**TASK TO COMPLETE**
Go over the data and copy out each line with "Pita" in it.

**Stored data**
_ _ _ _ _
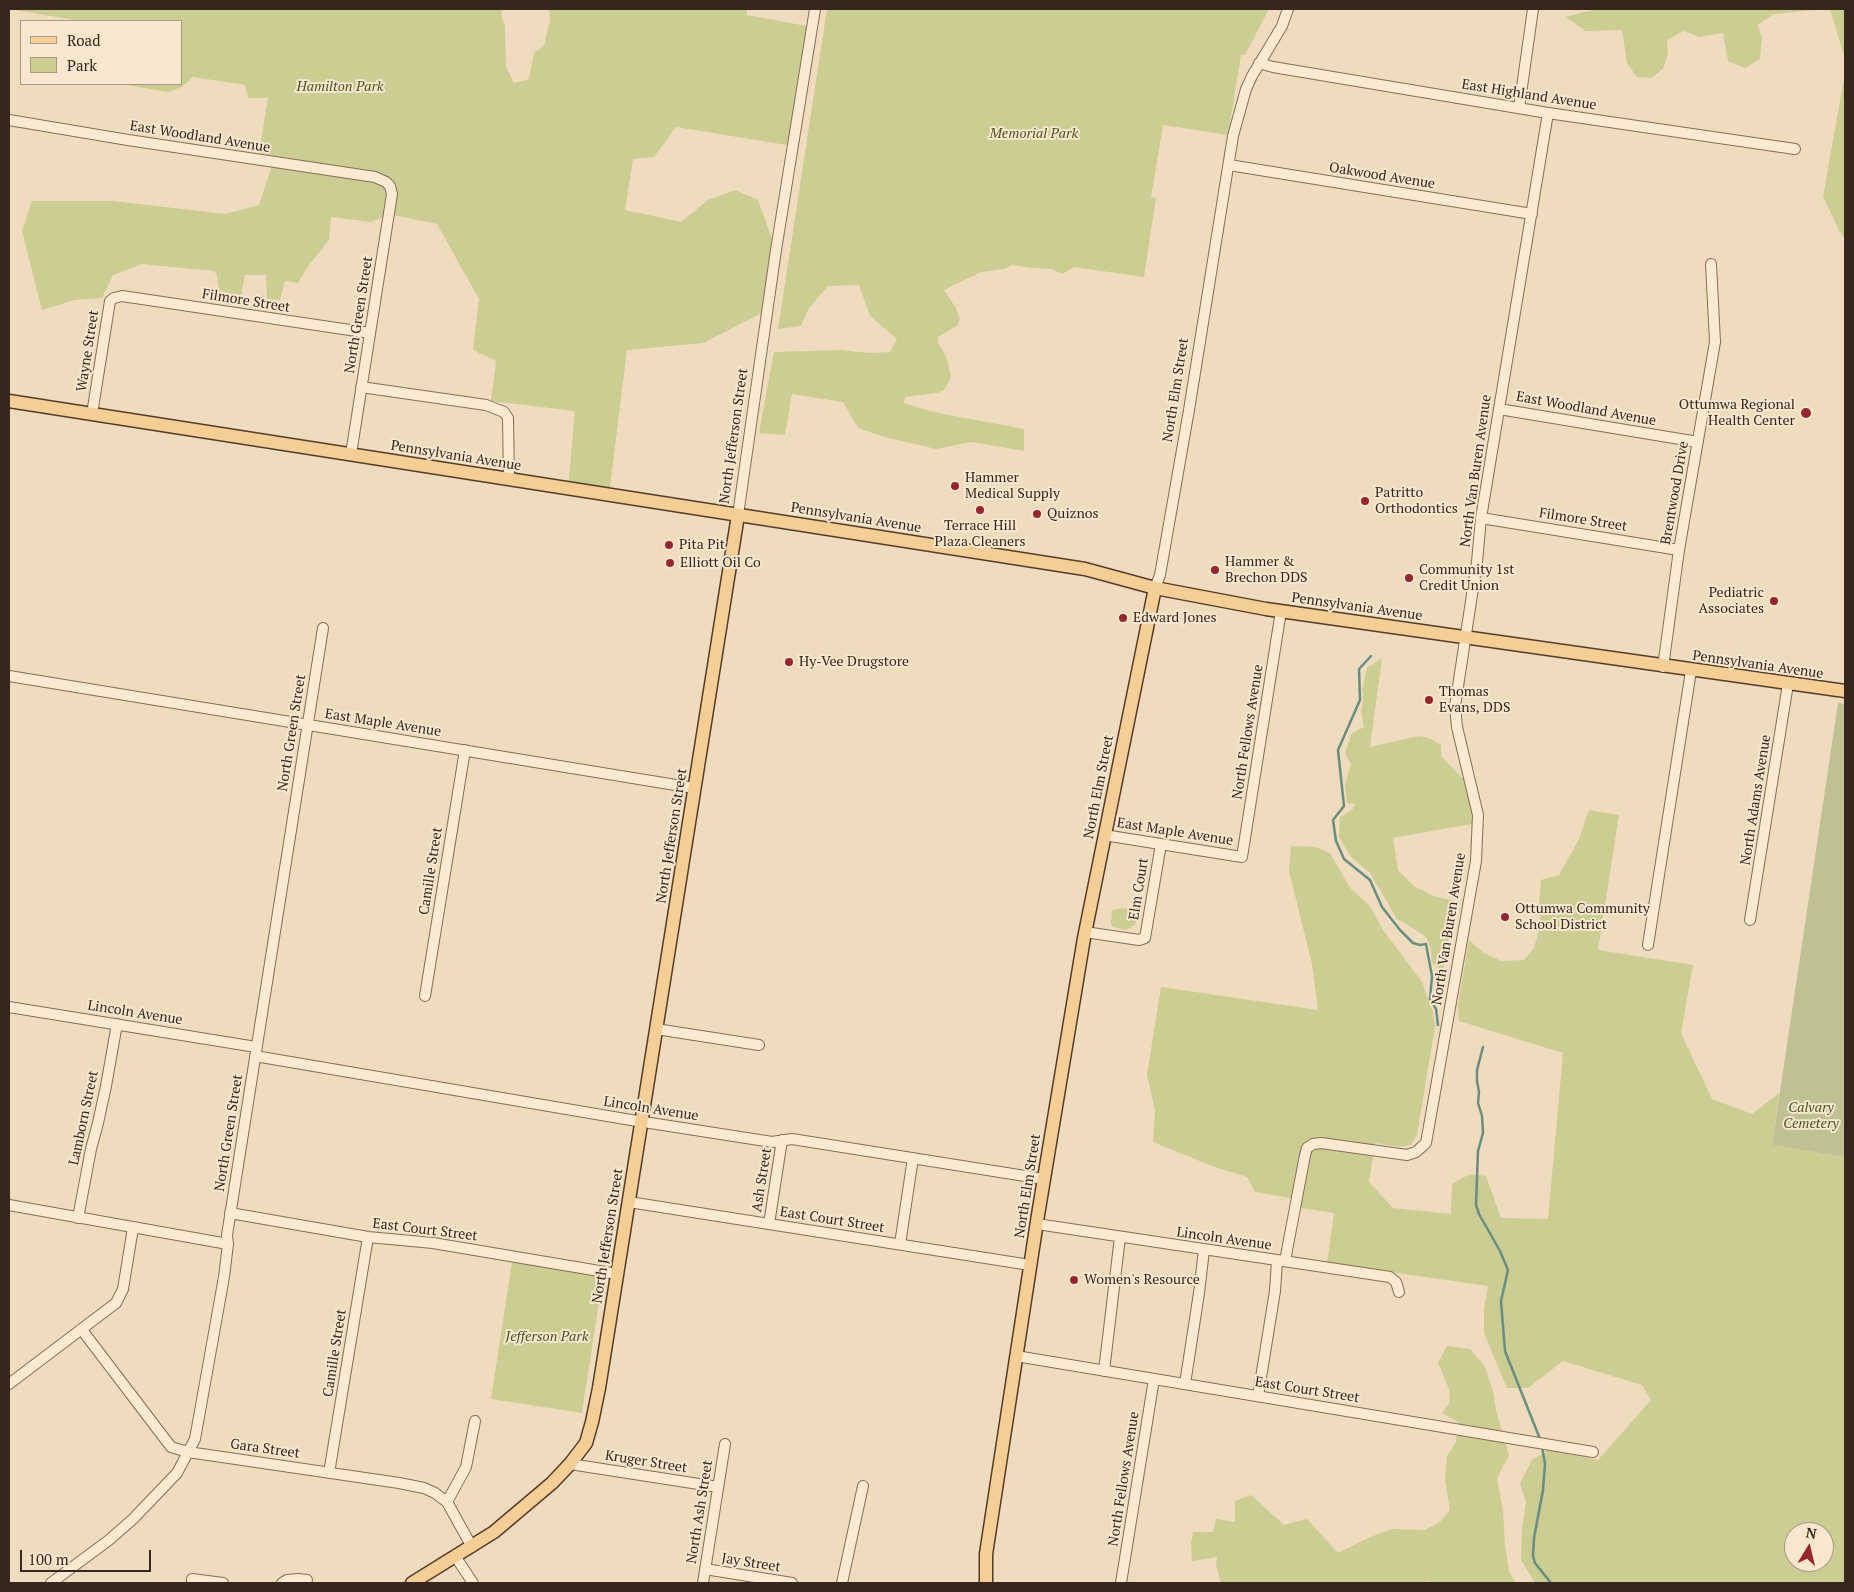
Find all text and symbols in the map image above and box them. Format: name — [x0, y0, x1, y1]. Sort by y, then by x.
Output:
legend — [20, 20, 182, 85]
text: Road — [67, 30, 100, 50]
text: Park — [67, 55, 97, 75]
street label: East Highland Avenue — [1460, 76, 1598, 114]
park label: Hamilton Park — [296, 79, 384, 95]
street label: East Woodland Avenue — [129, 118, 271, 156]
park label: Memorial Park — [990, 126, 1078, 142]
street label: Oakwood Avenue — [1328, 159, 1436, 193]
street label: North Green Street — [341, 255, 377, 375]
street label: Filmore Street — [201, 286, 291, 316]
street label: Wayne Street — [73, 309, 103, 393]
street label: North Elm Street — [1159, 337, 1193, 443]
street label: North Jefferson Street — [716, 367, 752, 505]
street label: East Woodland Avenue — [1515, 388, 1657, 430]
street label: North Van Buren Avenue — [1457, 394, 1495, 548]
place label: Ottumwa Regional Health Center — [1679, 397, 1795, 430]
marker: Ottumwa Regional Health Center — [1799, 406, 1813, 420]
street label: Pennsylvania Avenue — [390, 437, 522, 475]
street label: Brentwood Drive — [1658, 440, 1692, 546]
place label: Hammer Medical Supply — [965, 470, 1060, 502]
marker: Hammer Medical Supply — [949, 480, 961, 492]
place label: Patritto Orthodontics — [1375, 485, 1458, 518]
marker: Patritto Orthodontics — [1359, 495, 1371, 507]
street label: Pennsylvania Avenue — [790, 499, 922, 537]
marker: Terrace Hill Plaza Cleaners — [974, 504, 986, 516]
street label: Filmore Street — [1538, 505, 1628, 535]
place label: Quiznos — [1047, 506, 1099, 522]
marker: Quiznos — [1031, 508, 1043, 520]
place label: Terrace Hill Plaza Cleaners — [934, 518, 1026, 550]
place label: Pita Pit — [679, 537, 725, 553]
marker: Pita Pit — [663, 539, 675, 551]
place label: Hammer & Brechon DDS — [1225, 554, 1308, 586]
place label: Elliott Oil Co — [680, 555, 761, 571]
marker: Elliott Oil Co — [664, 557, 676, 569]
place label: Community 1st Credit Union — [1419, 562, 1515, 594]
marker: Hammer & Brechon DDS — [1209, 564, 1221, 576]
marker: Community 1st Credit Union — [1403, 572, 1415, 584]
place label: Pediatric Associates — [1698, 585, 1764, 618]
street label: Pennsylvania Avenue — [1290, 589, 1424, 625]
marker: Pediatric Associates — [1768, 595, 1780, 607]
place label: Edward Jones — [1133, 610, 1217, 626]
marker: Edward Jones — [1117, 612, 1129, 624]
street label: Pennsylvania Avenue — [1691, 647, 1825, 683]
place label: Hy-Vee Drugstore — [799, 654, 909, 670]
marker: Hy-Vee Drugstore — [783, 656, 795, 668]
street label: North Fellows Avenue — [1229, 663, 1267, 801]
street label: North Green Street — [274, 673, 310, 793]
place label: Thomas Evans, DDS — [1439, 684, 1510, 716]
marker: Thomas Evans, DDS — [1423, 694, 1435, 706]
street label: East Maple Avenue — [324, 706, 442, 740]
street label: North Elm Street — [1081, 734, 1117, 840]
street label: North Adams Avenue — [1737, 734, 1775, 866]
street label: North Jefferson Street — [653, 767, 691, 905]
street label: East Maple Avenue — [1116, 815, 1234, 849]
street label: Camille Street — [416, 826, 446, 916]
street label: North Van Buren Avenue — [1429, 852, 1469, 1006]
street label: Elm Court — [1126, 857, 1152, 921]
place label: Ottumwa Community School District — [1515, 901, 1650, 934]
marker: Ottumwa Community School District — [1499, 911, 1511, 923]
street label: Lincoln Avenue — [86, 997, 184, 1029]
street label: Lamborn Street — [66, 1069, 102, 1167]
street label: North Green Street — [211, 1073, 247, 1193]
street label: Lincoln Avenue — [602, 1093, 700, 1125]
park label: Calvary Cemetery — [1783, 1100, 1839, 1132]
street label: North Elm Street — [1011, 1133, 1045, 1239]
street label: Ash Street — [749, 1147, 775, 1213]
street label: North Jefferson Street — [589, 1167, 627, 1305]
street label: East Court Street — [779, 1203, 885, 1237]
street label: East Court Street — [372, 1215, 478, 1245]
street label: Lincoln Avenue — [1175, 1224, 1273, 1254]
place label: Women's Resource — [1084, 1272, 1200, 1288]
marker: Women's Resource — [1068, 1274, 1080, 1286]
street label: Camille Street — [320, 1308, 350, 1398]
park label: Jefferson Park — [506, 1329, 588, 1345]
street label: East Court Street — [1254, 1373, 1360, 1407]
street label: North Fellows Avenue — [1105, 1410, 1143, 1548]
street label: Gara Street — [229, 1436, 301, 1462]
street label: Kruger Street — [604, 1447, 688, 1477]
street label: North Ash Street — [684, 1459, 716, 1565]
north arrow — [1784, 1522, 1834, 1572]
text: N — [1805, 1522, 1818, 1543]
scale bar — [22, 1540, 154, 1572]
text: 100 m — [28, 1549, 69, 1569]
street label: Jay Street — [720, 1550, 782, 1576]

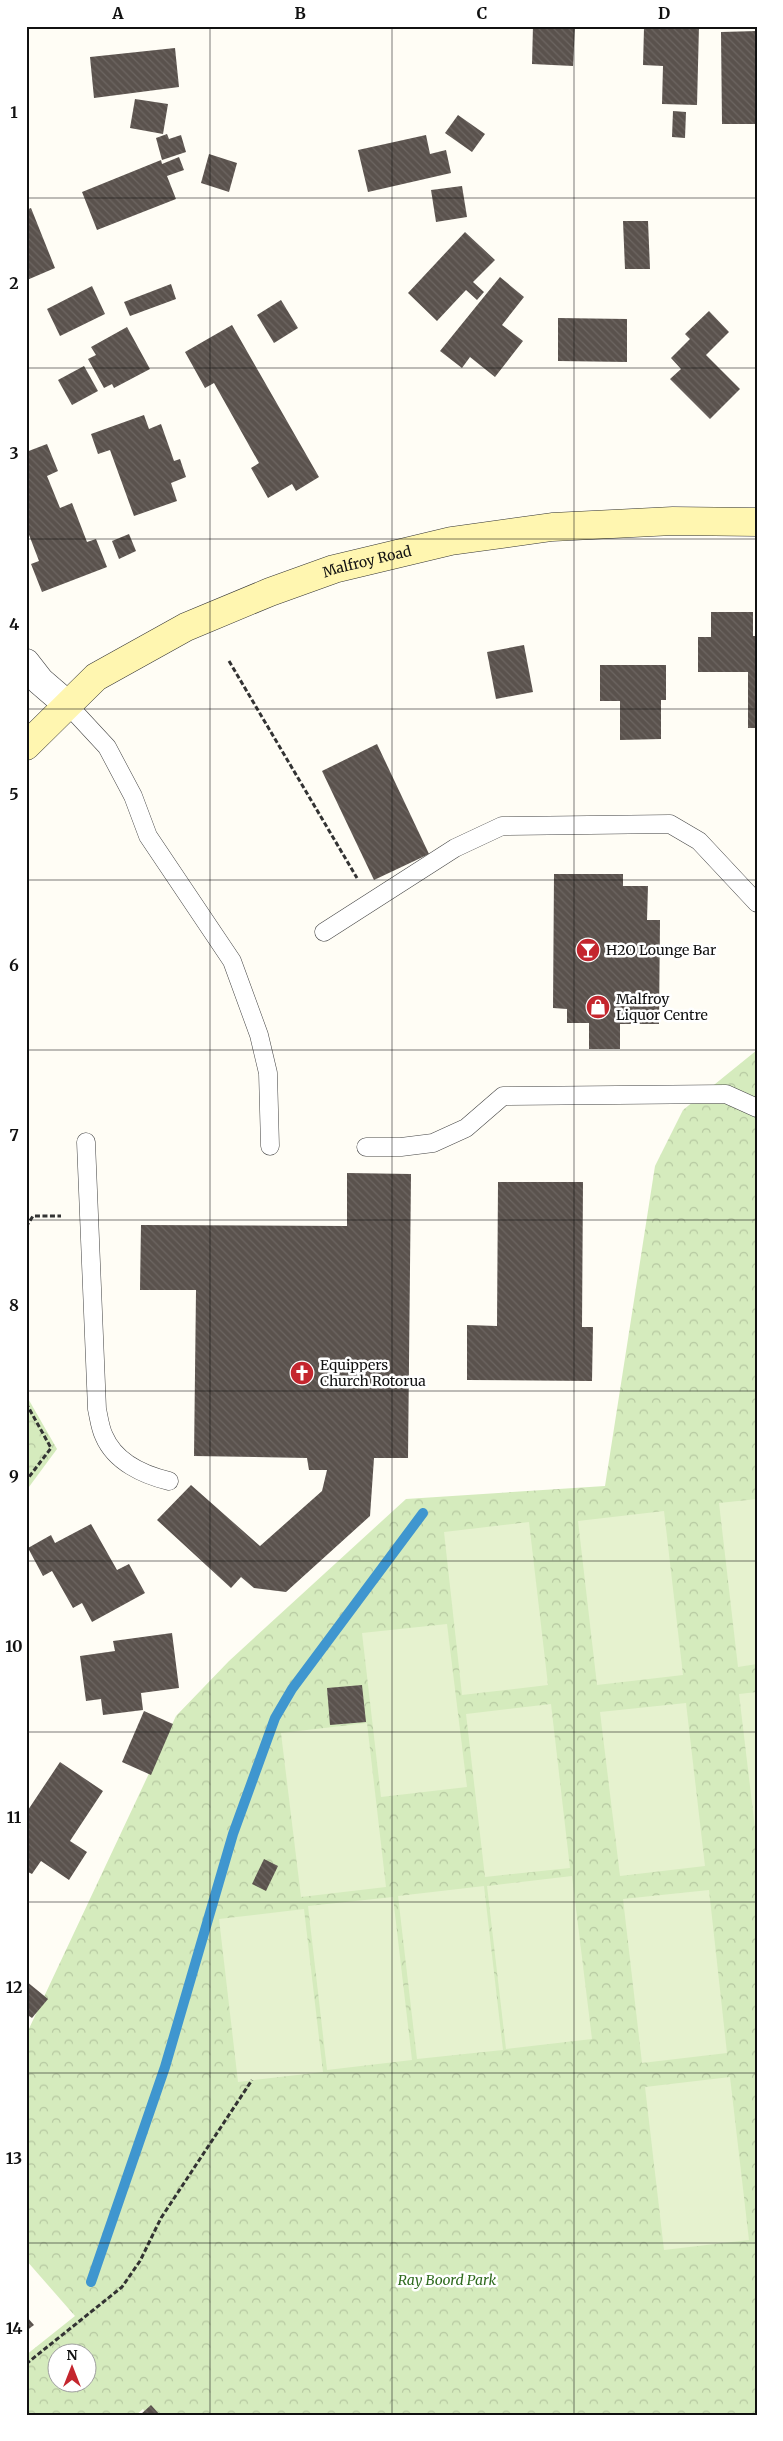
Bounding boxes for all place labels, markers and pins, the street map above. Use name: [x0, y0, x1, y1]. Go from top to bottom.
bar icon: H2O Lounge Bar: [575, 937, 601, 963]
place label: H2O Lounge Bar: [606, 941, 716, 959]
place label: Malfroy Liquor Centre: [616, 990, 708, 1024]
shop icon: Malfroy Liquor Centre: [585, 994, 611, 1020]
place label: Equippers Church Rotorua: [320, 1356, 426, 1390]
church icon: Equippers Church Rotorua: [289, 1360, 315, 1386]

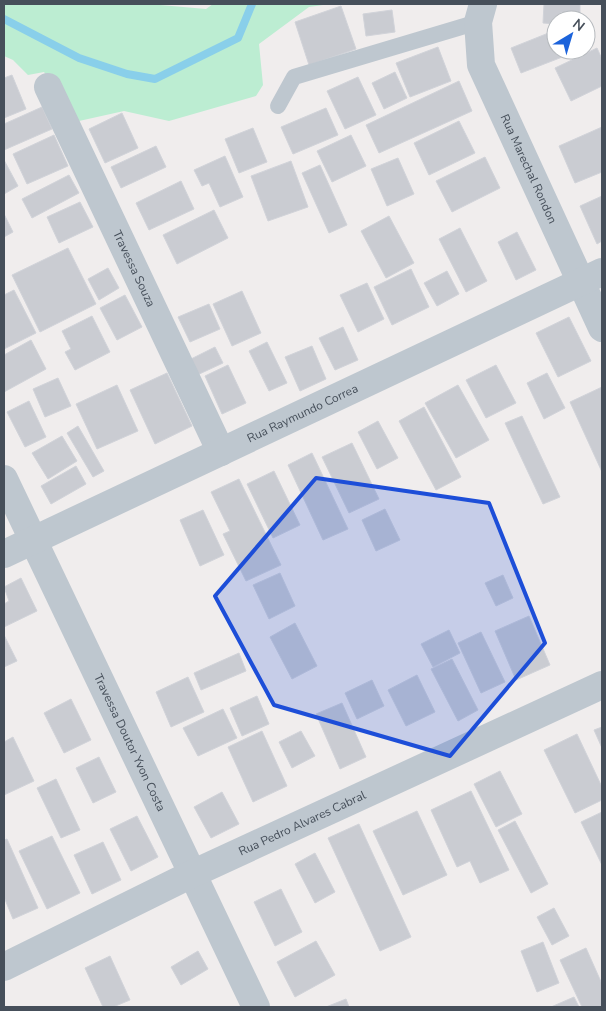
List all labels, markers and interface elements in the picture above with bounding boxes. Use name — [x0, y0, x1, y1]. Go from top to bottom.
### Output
north arrow — [546, 10, 596, 60]
text: N — [569, 14, 589, 36]
street label: Rua Marechal Rondon — [497, 111, 561, 226]
street label: Travessa Souza — [109, 228, 159, 310]
street label: Rua Raymundo Correa — [244, 380, 361, 446]
street label: Travessa Doutor Yvon Costa — [90, 671, 169, 814]
street label: Rua Pedro Alvares Cabral — [236, 787, 369, 860]

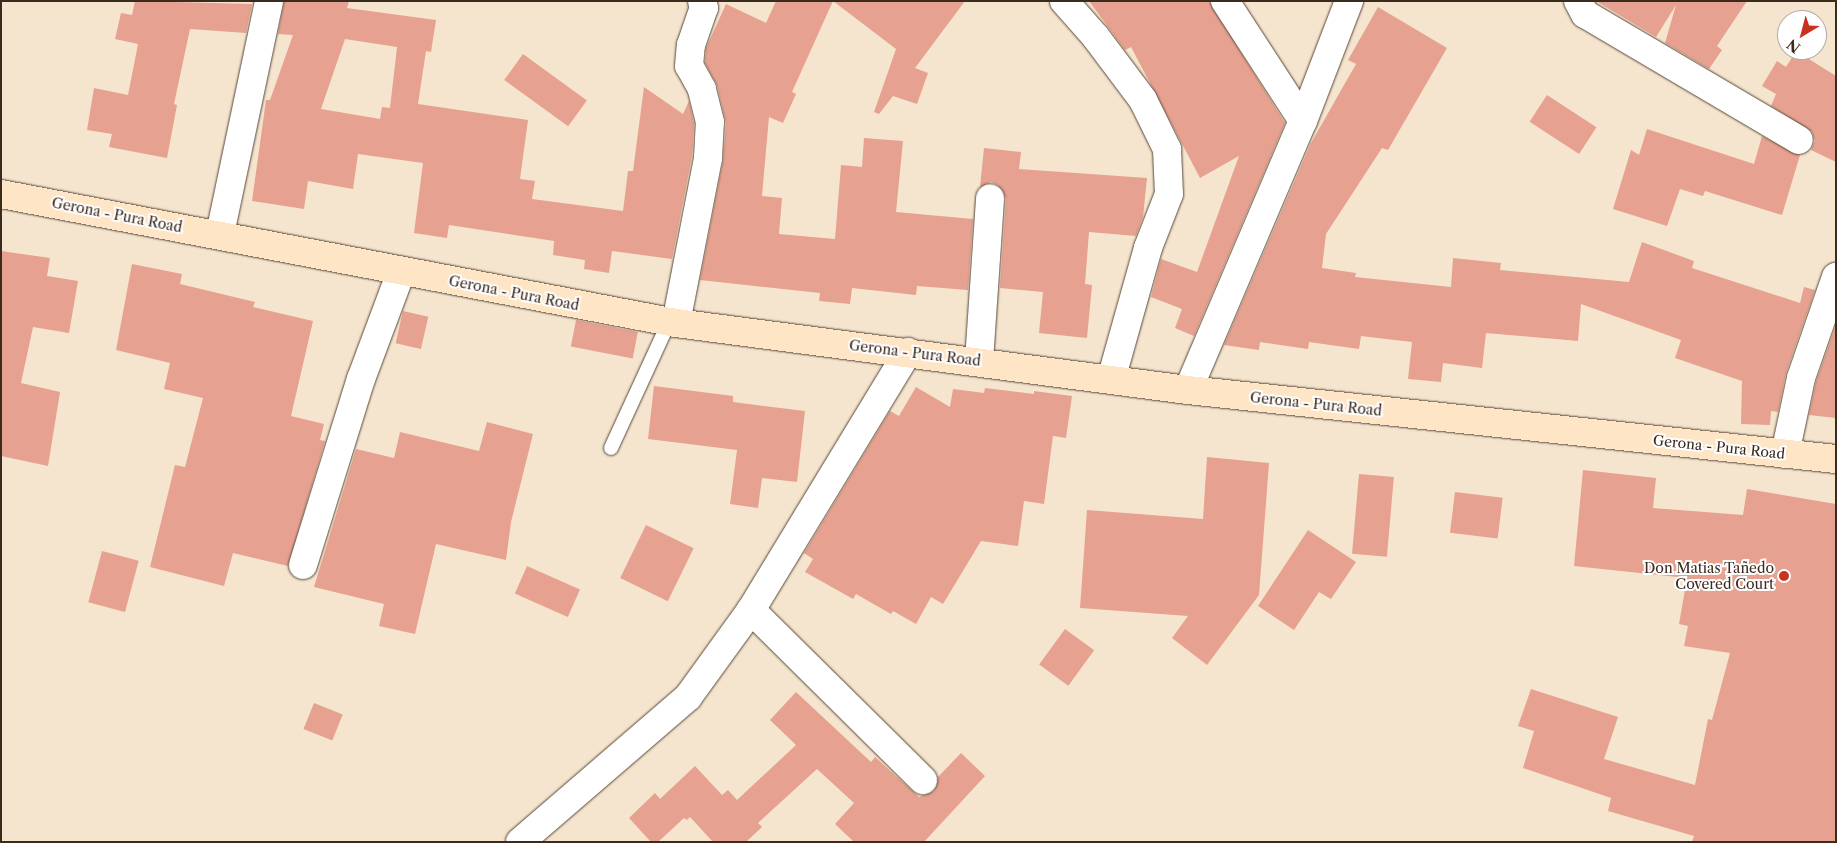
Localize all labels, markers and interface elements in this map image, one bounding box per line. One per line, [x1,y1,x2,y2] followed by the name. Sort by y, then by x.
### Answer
[1777,10,1827,60] north arrow
[1783,35,1804,57] text: N
[50,194,184,236] street label: Gerona - Pura Road
[447,272,581,314] street label: Gerona - Pura Road
[848,337,982,369] street label: Gerona - Pura Road
[1249,389,1383,419] street label: Gerona - Pura Road
[1652,432,1786,462] street label: Gerona - Pura Road
[1644,560,1774,592] place label: Don Matias Tañedo Covered Court
[1778,570,1790,582] marker: Don Matias Tañedo Covered Court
_ _ _ _ _
**TASK RESPONSE**
place label: Pita Pit — [679, 537, 725, 553]
marker: Pita Pit — [663, 539, 675, 551]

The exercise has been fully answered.